[What you are asked to do]
Only lines that contain the string "boxes" should be returned from the material below.
· · · ·
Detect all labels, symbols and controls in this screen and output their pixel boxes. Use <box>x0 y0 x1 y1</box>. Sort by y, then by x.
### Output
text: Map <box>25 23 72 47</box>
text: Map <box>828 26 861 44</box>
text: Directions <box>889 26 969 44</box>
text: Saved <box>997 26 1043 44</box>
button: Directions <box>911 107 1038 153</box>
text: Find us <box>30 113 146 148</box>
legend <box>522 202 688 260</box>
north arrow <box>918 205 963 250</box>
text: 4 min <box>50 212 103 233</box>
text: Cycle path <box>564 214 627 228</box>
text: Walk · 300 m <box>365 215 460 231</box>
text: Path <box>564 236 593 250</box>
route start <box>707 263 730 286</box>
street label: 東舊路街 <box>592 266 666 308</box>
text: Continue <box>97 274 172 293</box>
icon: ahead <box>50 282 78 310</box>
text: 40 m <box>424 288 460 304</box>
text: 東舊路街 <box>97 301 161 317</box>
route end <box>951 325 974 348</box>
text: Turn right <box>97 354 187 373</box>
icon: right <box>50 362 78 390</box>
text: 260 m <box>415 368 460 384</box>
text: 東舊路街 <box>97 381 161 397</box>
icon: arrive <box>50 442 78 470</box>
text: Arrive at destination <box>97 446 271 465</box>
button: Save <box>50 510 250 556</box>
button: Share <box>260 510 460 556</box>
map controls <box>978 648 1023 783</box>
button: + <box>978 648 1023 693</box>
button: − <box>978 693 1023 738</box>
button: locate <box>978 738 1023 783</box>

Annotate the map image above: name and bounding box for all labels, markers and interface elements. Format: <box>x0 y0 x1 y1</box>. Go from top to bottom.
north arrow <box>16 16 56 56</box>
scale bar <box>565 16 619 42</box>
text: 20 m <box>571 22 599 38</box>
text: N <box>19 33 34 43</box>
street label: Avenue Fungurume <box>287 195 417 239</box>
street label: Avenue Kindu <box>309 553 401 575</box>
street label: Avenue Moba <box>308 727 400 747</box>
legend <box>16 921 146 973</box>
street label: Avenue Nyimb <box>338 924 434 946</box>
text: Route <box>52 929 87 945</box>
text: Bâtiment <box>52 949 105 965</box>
· · · ·
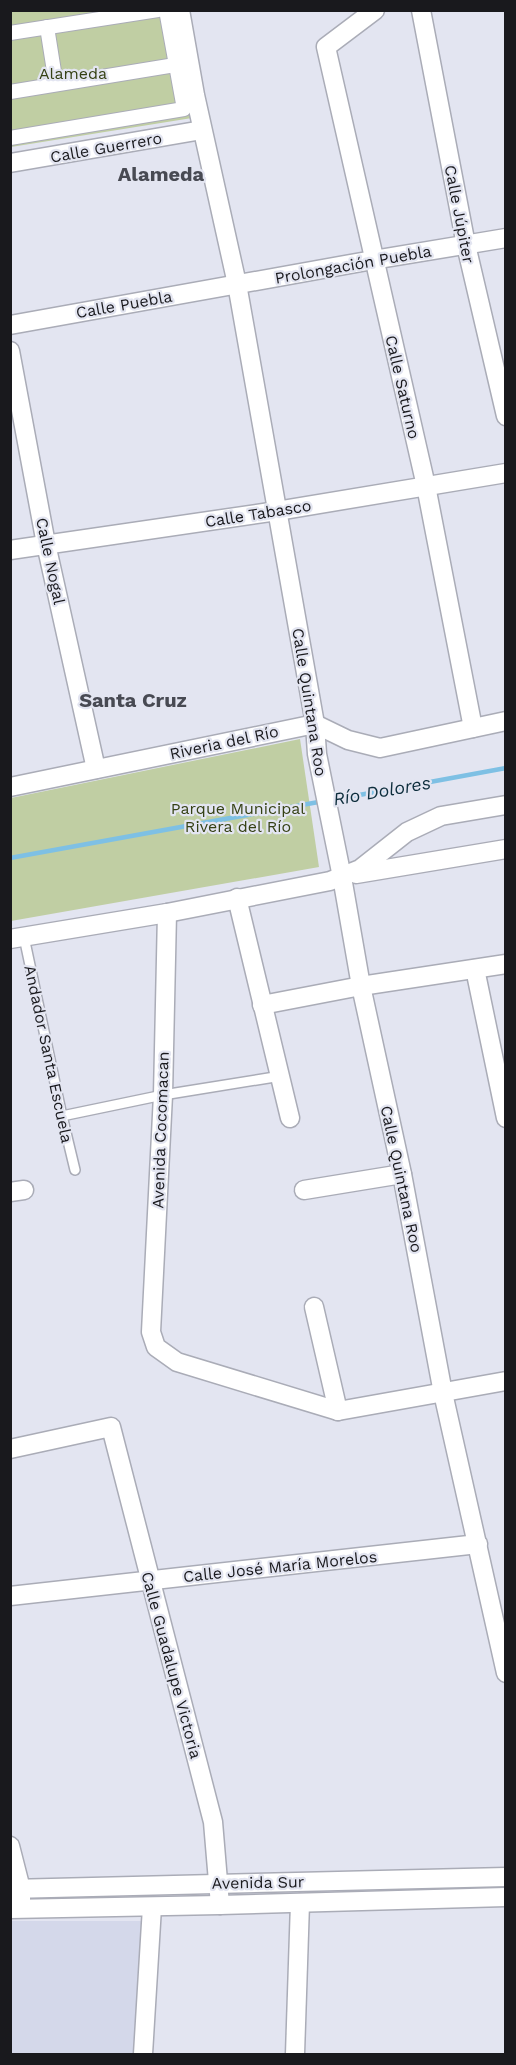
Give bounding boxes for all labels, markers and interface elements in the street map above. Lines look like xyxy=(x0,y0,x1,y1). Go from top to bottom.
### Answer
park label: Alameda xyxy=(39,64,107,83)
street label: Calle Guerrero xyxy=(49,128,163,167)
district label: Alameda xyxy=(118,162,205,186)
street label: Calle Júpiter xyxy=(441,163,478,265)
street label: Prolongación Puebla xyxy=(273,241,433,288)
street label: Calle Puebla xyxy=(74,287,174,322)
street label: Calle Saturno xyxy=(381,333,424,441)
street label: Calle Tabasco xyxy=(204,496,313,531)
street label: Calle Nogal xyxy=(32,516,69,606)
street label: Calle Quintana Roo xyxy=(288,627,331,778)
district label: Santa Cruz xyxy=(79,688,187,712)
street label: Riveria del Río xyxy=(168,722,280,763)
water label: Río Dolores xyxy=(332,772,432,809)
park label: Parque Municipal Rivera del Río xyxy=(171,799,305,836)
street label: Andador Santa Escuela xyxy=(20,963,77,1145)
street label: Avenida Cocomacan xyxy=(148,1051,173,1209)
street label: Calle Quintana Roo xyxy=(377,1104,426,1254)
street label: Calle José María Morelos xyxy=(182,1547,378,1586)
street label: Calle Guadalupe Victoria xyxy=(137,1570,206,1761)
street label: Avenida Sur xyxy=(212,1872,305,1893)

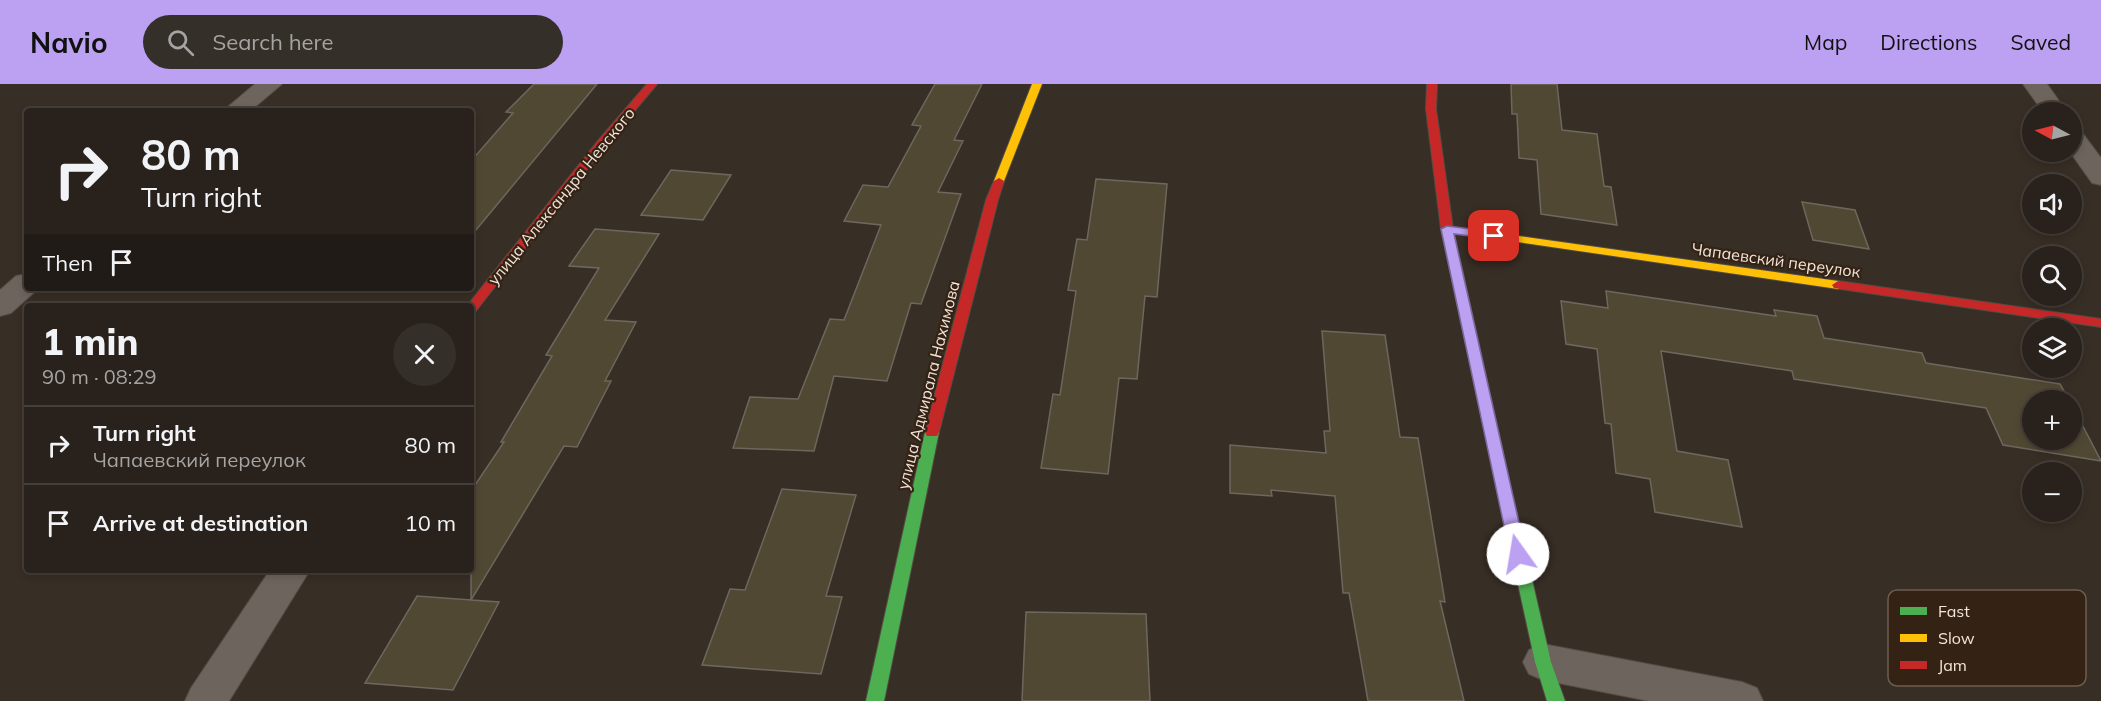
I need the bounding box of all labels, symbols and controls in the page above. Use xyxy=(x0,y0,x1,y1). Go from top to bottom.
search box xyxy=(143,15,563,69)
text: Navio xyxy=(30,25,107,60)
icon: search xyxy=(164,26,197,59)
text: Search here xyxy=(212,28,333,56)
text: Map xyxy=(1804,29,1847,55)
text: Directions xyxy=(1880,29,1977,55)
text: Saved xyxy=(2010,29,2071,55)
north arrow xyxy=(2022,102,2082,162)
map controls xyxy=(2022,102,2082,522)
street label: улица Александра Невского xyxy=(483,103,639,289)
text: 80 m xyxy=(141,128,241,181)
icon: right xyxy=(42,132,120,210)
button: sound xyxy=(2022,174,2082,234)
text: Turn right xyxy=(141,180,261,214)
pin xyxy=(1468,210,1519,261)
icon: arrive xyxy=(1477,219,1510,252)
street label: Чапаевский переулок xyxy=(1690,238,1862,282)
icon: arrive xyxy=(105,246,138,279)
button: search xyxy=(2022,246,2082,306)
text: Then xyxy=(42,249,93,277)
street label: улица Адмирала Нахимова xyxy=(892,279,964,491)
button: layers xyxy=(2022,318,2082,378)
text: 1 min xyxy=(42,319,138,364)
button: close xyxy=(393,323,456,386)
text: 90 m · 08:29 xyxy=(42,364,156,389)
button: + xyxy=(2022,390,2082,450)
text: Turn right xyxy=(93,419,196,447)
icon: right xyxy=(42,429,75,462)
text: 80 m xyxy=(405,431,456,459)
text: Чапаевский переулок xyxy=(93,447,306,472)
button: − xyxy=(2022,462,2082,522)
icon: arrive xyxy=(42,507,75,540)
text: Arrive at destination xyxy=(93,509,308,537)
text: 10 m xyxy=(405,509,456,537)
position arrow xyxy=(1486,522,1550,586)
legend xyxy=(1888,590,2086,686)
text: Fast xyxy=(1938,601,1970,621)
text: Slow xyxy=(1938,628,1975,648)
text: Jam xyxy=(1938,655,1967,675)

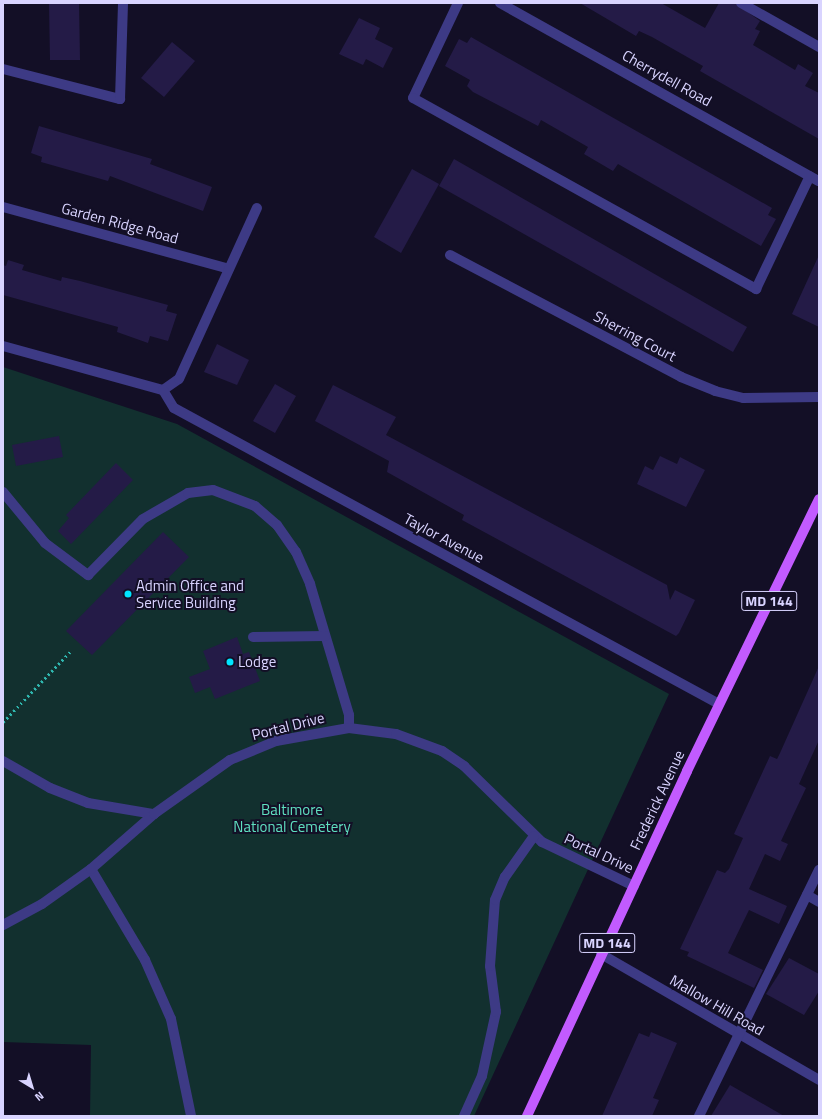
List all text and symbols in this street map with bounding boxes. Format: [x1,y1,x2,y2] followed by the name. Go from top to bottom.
· · · ·
[Result for this task]
Detect all labels, symbols and controls in this screen and output their pixel boxes. Use <box>x0 y0 x1 y1</box>. Sort by y, then by x.
Give bounding boxes for all labels, markers and interface elements in the street map above. Lines look like xyxy=(x0,y0,x1,y1). Go from top to bottom.
List all text and symbols in this street map with bounding boxes. Format: [x1,y1,x2,y2] followed by the name. Go from top to bottom.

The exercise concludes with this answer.